YOUR ASSIGNMENT: Give the number of lines in the following entries that contain the word "image", with nothing added.

DATA RECORDS:

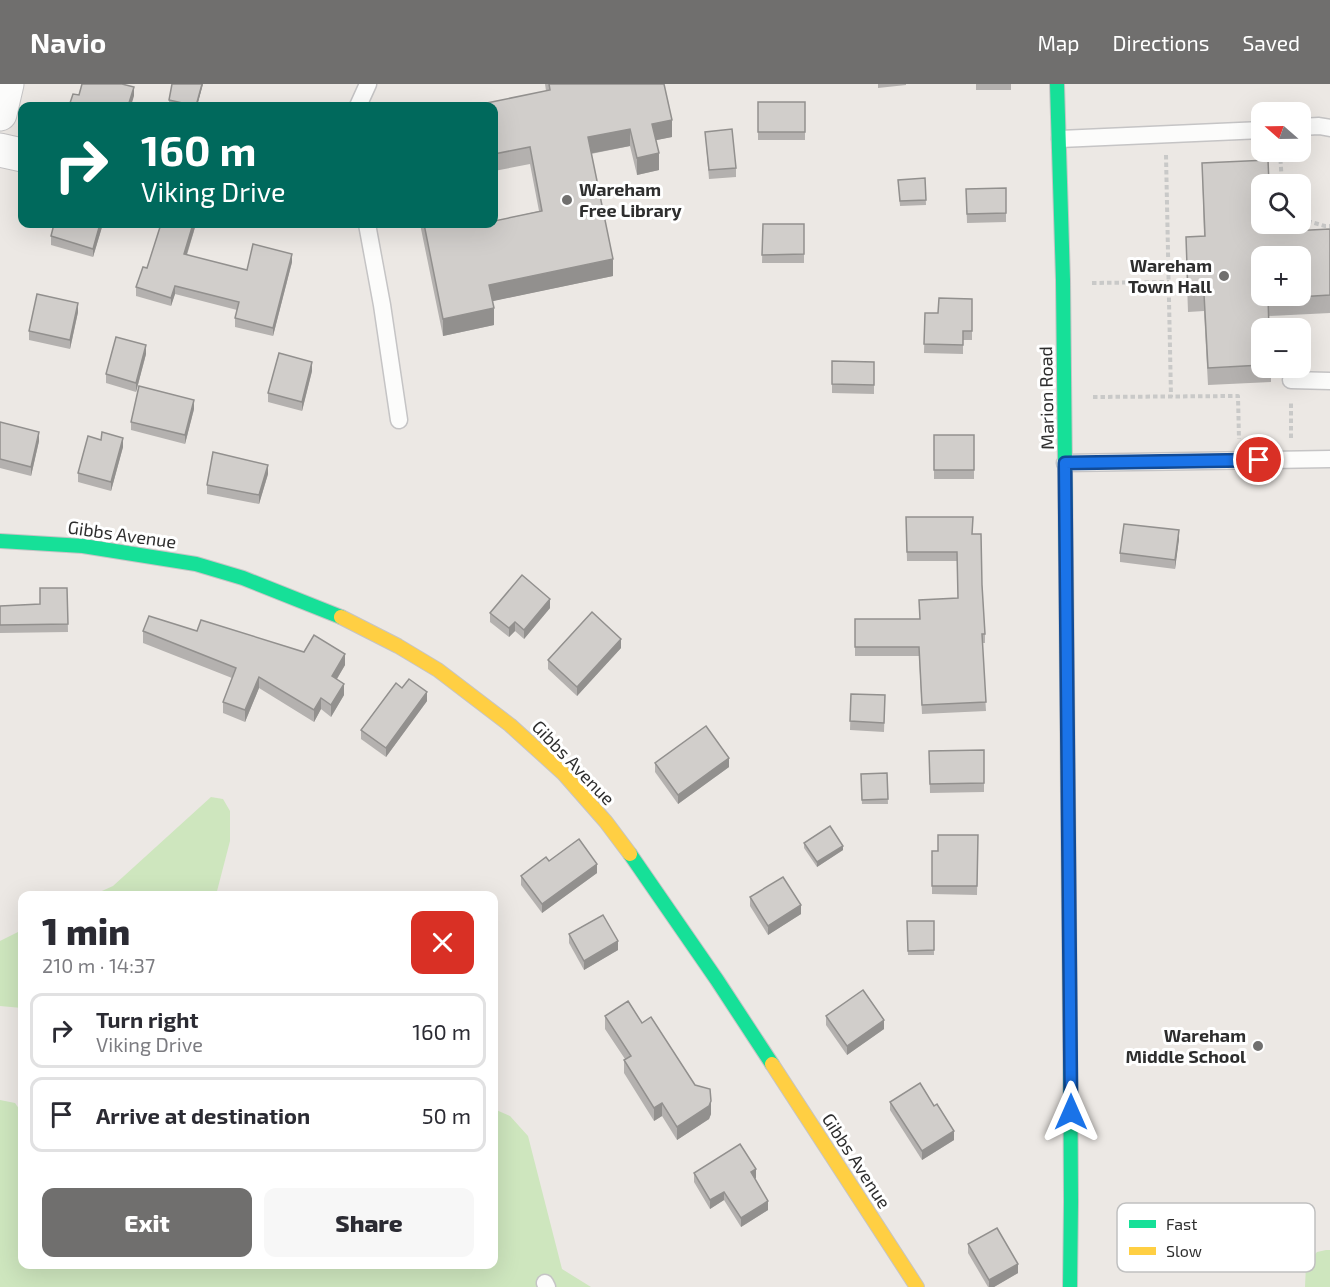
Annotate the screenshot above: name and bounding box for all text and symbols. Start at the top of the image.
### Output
text: Navio [30,25,106,59]
text: Map [1037,30,1080,55]
text: Directions [1113,30,1209,55]
text: Saved [1242,30,1300,55]
north arrow [1251,102,1311,162]
map controls [1251,102,1311,378]
text: 160 m [141,124,257,174]
icon: right [42,126,120,204]
button: search [1251,174,1311,234]
text: Viking Drive [141,175,285,207]
place label: Wareham Free Library [579,178,682,221]
marker: Wareham Free Library [560,193,574,207]
button: + [1251,246,1311,306]
place label: Wareham Town Hall [1128,254,1212,297]
marker: Wareham Town Hall [1217,269,1231,283]
button: − [1251,318,1311,378]
street label: Marion Road [1034,346,1058,450]
pin [1233,434,1284,485]
icon: arrive [1242,443,1275,476]
street label: Gibbs Avenue [66,516,178,553]
street label: Gibbs Avenue [528,715,620,809]
text: 1 min [42,909,130,952]
button: close [411,911,474,974]
text: 210 m · 14:37 [42,953,155,977]
text: Turn right [96,1006,198,1032]
icon: right [45,1014,78,1047]
text: 160 m [412,1018,471,1044]
place label: Wareham Middle School [1125,1024,1246,1067]
text: Viking Drive [96,1032,203,1056]
marker: Wareham Middle School [1251,1039,1265,1053]
position arrow [1039,1080,1103,1144]
icon: arrive [45,1098,78,1131]
text: Arrive at destination [96,1102,310,1128]
text: 50 m [422,1102,471,1128]
street label: Gibbs Avenue [818,1109,896,1212]
button: Exit [42,1188,252,1257]
button: Share [264,1188,474,1257]
legend [1117,1203,1315,1272]
text: Fast [1166,1214,1197,1233]
text: Slow [1166,1241,1202,1260]

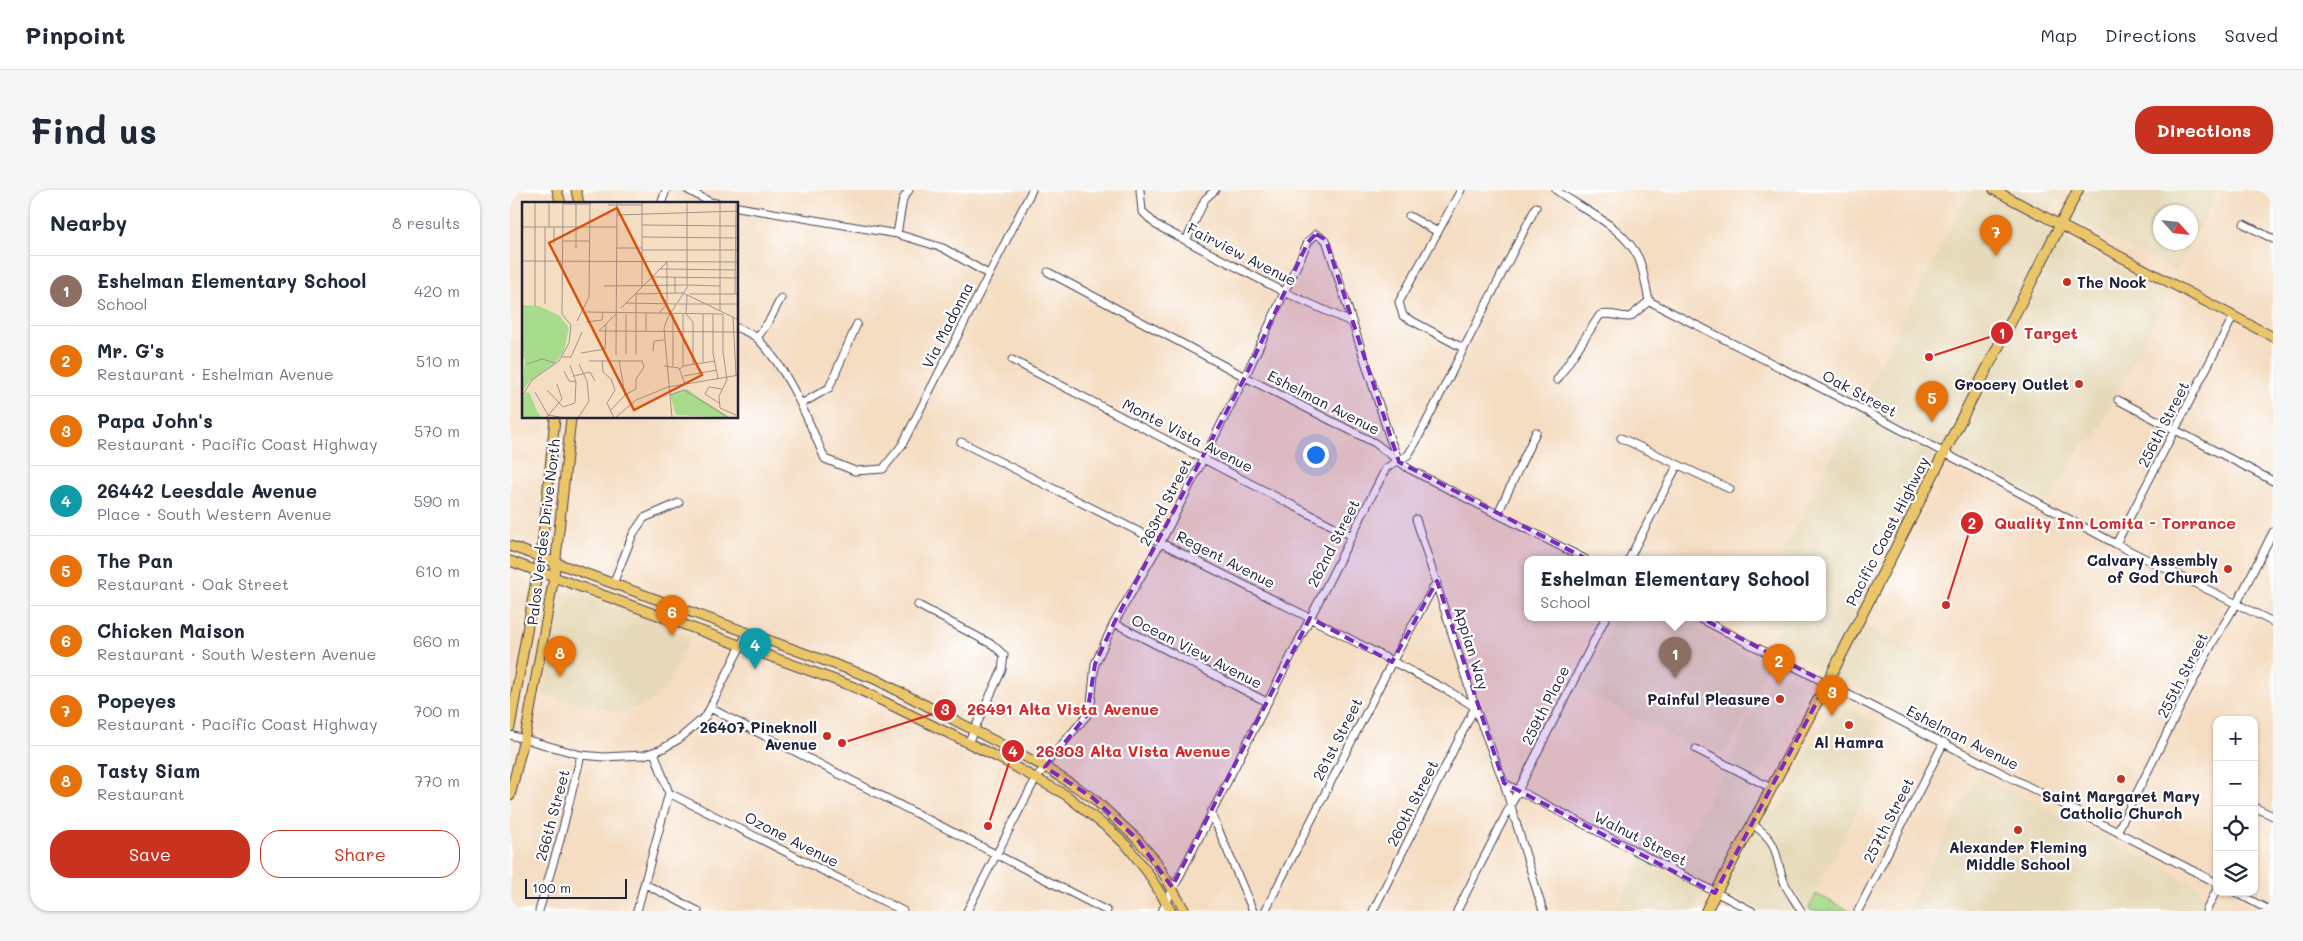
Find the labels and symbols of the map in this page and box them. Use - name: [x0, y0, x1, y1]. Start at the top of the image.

REPLY TO THE TASK: 2